だがそんな柊也が可愛くって、恋しくって、喰べてしまいたいと思いながら、ルナールは柊也の体を穿ち続けた。
「ココですよね。気持ちいい、でしょう?あぁ、淫らで最高ですよ。ここがベッドではないのだけが残念です」
「くふ!んっ!ん……」
柊也が強く掴むもんだから、前のはだけたルナールのシャツはもう皺くちゃで見れたもんじゃない。汗もダラダラと流れ出ていて、行為の激しさを物語っている。
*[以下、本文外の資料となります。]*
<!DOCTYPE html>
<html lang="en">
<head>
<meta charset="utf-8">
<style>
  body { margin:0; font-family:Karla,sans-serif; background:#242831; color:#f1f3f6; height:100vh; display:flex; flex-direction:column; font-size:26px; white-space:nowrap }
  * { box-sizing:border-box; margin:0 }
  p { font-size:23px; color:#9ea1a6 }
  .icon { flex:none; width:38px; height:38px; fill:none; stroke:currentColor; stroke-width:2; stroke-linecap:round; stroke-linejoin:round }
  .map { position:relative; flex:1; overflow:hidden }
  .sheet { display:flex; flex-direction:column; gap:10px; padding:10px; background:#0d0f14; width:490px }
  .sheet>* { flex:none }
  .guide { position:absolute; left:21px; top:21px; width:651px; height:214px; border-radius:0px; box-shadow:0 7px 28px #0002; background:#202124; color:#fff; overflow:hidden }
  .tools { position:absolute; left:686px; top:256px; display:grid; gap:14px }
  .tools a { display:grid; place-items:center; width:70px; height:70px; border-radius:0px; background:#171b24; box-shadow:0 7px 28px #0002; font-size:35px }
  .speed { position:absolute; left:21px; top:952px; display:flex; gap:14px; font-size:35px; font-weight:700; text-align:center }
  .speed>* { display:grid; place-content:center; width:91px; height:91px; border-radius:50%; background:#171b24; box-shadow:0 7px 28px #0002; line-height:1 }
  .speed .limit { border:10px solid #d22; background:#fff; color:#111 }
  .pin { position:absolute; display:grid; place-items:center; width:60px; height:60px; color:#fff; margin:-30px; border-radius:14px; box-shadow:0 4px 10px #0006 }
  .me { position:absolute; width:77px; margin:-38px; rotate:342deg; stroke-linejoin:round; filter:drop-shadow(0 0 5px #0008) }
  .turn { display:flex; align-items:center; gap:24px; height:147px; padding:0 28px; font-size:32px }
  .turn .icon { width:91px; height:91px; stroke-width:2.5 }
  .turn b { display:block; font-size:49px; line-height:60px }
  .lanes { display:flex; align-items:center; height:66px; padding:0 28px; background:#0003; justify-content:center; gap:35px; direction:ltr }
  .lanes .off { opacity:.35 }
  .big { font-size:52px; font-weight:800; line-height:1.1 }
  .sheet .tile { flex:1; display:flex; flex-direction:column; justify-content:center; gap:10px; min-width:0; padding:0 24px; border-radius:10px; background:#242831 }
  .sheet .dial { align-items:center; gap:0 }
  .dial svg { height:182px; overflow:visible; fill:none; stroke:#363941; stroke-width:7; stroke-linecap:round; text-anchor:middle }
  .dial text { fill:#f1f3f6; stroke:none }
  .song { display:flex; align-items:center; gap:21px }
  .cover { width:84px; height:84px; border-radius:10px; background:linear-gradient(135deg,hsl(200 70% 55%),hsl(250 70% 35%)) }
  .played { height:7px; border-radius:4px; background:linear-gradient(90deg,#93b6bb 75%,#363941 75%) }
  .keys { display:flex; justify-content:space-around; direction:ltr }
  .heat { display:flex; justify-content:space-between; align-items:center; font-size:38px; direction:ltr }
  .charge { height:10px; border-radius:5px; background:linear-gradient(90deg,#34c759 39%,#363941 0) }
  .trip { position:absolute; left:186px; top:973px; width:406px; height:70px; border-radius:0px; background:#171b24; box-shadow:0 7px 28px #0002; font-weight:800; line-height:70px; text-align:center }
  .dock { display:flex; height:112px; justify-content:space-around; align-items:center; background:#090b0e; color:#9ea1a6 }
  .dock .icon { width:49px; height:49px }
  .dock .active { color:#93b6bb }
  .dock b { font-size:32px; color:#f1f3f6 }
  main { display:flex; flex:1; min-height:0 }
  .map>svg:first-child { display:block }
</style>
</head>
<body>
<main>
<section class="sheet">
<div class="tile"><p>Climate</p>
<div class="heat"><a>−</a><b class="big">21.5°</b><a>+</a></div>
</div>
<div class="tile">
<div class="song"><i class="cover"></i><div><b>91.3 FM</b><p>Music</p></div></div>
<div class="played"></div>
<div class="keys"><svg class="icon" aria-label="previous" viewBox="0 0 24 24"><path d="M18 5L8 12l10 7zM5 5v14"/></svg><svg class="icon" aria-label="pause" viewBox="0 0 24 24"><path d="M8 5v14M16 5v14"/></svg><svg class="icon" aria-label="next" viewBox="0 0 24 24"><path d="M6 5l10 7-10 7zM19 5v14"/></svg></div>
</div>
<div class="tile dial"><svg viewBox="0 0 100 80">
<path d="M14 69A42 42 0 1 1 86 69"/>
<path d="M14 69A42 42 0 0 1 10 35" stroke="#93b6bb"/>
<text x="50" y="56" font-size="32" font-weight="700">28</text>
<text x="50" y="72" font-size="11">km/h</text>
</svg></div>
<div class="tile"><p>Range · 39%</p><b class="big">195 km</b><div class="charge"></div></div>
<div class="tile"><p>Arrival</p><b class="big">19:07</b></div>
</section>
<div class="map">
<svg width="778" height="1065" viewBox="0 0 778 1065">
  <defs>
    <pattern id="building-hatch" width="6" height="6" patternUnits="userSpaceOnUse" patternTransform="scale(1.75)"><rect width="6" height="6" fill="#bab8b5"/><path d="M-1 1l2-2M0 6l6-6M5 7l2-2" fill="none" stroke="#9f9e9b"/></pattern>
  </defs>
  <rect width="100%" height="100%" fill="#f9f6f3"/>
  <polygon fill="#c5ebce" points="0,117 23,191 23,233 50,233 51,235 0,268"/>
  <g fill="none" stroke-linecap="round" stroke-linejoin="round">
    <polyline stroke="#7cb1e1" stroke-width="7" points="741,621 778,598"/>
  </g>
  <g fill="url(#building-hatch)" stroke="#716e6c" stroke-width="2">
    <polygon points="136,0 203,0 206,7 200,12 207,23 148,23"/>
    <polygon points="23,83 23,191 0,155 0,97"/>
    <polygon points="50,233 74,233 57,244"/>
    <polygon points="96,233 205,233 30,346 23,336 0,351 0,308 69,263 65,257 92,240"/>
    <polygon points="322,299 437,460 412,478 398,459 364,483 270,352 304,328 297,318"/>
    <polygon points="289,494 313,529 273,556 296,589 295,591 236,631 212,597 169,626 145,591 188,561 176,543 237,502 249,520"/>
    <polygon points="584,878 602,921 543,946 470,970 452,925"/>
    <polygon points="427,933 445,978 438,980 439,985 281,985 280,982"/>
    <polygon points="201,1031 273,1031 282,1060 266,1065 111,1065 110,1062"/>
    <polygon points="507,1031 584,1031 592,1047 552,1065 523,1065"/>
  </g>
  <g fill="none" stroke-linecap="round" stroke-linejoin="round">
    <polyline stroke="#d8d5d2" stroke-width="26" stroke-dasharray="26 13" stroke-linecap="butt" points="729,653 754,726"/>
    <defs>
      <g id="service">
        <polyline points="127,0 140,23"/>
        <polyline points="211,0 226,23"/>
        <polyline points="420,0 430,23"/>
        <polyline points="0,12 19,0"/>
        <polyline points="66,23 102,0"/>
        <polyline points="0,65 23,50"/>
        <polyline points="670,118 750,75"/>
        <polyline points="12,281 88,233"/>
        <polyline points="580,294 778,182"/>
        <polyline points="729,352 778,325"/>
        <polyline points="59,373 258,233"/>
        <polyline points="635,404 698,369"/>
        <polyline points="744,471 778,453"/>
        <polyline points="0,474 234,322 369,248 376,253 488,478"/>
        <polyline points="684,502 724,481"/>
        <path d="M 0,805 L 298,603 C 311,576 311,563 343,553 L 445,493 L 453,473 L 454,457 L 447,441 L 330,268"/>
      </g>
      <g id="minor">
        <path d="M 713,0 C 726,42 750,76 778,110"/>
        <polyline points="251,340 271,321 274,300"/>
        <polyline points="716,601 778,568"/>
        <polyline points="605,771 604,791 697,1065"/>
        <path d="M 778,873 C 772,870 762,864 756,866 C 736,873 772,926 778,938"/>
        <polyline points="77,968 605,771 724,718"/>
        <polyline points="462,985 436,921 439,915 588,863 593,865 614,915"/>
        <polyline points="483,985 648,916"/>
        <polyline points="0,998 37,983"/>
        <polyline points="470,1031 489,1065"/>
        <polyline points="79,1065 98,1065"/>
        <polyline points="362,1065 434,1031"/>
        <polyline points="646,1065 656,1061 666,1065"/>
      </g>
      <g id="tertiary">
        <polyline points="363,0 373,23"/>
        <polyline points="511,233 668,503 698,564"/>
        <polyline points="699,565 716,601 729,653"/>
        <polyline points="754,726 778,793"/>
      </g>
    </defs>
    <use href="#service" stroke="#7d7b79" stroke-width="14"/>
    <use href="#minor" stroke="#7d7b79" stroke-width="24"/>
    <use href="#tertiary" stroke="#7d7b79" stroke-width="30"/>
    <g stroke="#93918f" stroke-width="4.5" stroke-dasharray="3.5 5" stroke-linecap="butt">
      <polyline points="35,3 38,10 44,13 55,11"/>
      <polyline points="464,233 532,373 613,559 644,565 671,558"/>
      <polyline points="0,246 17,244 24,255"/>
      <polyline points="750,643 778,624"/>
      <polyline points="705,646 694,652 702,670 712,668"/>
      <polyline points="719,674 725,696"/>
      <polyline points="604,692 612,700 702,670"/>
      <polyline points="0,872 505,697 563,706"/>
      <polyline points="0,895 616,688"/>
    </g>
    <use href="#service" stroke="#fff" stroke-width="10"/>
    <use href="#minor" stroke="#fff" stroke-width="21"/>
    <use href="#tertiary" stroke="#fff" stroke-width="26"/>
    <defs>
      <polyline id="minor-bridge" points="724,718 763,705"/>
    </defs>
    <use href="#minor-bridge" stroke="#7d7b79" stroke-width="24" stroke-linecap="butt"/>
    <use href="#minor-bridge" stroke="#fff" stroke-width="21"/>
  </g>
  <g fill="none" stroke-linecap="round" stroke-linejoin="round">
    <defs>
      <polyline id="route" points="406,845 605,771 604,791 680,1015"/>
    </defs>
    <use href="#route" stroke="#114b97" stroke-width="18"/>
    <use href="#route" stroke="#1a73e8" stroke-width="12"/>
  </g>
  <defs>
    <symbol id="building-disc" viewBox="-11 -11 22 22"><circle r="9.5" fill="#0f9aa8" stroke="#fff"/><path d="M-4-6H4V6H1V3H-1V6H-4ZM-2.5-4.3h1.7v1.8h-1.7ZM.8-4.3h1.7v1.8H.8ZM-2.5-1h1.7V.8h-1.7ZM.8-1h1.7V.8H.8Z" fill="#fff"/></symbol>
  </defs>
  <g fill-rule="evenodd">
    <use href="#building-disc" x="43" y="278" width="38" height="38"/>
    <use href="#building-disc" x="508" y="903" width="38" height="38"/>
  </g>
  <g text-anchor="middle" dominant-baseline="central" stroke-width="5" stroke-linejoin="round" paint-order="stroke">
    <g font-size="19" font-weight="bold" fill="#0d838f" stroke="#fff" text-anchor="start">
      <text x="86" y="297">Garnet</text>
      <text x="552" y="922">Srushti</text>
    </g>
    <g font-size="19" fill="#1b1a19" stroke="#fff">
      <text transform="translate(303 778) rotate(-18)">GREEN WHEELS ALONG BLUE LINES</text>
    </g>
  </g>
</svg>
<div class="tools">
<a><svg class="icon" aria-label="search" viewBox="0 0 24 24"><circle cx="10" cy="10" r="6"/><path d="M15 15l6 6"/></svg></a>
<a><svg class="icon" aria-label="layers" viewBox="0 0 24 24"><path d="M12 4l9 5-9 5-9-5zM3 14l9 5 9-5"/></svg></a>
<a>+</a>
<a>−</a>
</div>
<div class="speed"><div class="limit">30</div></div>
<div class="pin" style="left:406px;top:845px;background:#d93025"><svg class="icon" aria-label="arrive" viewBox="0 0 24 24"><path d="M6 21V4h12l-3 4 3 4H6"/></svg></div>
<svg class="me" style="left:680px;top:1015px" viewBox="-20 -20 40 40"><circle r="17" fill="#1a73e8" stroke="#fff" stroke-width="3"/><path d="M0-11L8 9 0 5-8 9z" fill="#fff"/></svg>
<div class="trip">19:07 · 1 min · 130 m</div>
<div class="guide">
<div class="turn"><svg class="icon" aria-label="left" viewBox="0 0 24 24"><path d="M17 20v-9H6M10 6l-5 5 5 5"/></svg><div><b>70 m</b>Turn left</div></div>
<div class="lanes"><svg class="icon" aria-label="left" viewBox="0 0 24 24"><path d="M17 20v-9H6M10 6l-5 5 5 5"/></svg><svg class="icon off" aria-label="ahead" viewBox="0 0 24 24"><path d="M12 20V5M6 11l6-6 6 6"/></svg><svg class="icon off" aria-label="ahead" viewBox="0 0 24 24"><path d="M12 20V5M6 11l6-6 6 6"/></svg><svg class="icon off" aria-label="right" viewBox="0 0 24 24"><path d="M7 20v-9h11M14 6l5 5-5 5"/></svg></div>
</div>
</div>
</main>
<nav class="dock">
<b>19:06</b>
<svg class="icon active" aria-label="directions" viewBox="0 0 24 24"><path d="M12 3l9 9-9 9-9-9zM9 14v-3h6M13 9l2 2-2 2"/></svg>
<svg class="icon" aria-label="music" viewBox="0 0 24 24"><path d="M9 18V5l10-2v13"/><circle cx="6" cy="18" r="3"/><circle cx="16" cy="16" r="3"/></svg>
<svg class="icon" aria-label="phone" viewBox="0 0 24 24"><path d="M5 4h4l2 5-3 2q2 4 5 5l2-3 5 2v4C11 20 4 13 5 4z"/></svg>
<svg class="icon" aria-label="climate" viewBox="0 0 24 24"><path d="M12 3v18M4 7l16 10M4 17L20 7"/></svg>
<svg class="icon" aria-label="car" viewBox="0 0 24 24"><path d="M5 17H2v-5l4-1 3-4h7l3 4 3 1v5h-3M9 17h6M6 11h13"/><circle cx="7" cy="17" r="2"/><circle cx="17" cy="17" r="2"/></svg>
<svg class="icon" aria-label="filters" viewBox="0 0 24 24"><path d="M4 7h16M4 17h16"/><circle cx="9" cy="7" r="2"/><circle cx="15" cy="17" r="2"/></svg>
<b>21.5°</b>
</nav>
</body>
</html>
「トウヤ様、ずっと……お傍に、貴方だけを……好き、愛して——」
愛を囁きながら、乱れる髪に頬擦りをする。だが、柊也が今もっとも欲しい言葉は、残念ながら全て、彼の耳の中を右から左へと流れ落ちていっていた。
背を丸め、柊也がルナールの胸に縋り付いた瞬間、彼の体が早々に限界を迎え、勢いよく吐精した。びくんびくんと体格に似合った愛らしい屹立が震え、白濁液が勢いよく吐き出される。互いの腹と服をべちょりと汚し、柊也の全身から力が抜けた。
「可愛い……トウヤ様」
ぐったいとした体を緩やかに抱き締めながら、柊也の蕾から己の屹立を抜き取る。吐精出来ぬ身を再び恨みつつ、ルナールは気を散らそうと何度も深呼吸をした。
咥えていたハンカチを取り、柊也がそれを感慨深げな顔で強く握る。でも『何やってんだ、八つ当たりにしたって、コレはやり過ぎた』と、心の中は後悔でいっぱいだった。
「ルナール……ごめん。なんか、えっとこんな場所で……僕、その……」
「謝らないで下さい。嬉しいですよ、こうやって求めて下さって。アルコールの……せいだとわかっていても、それでも……」
ルナールの抱き締める力が一瞬強くなったが、すぐに体を離した。
「まずはお風呂に入らせてもらわないとですね。今から行く部屋にあるといいんですけど」
「そ、そうだね……あはは」
照れ臭そうに、柊也が笑う。嫉妬心で煮詰まっていた頭はいくぶんスッキリした気がしたが、体はすっかりぐちゃぐちゃになっていた。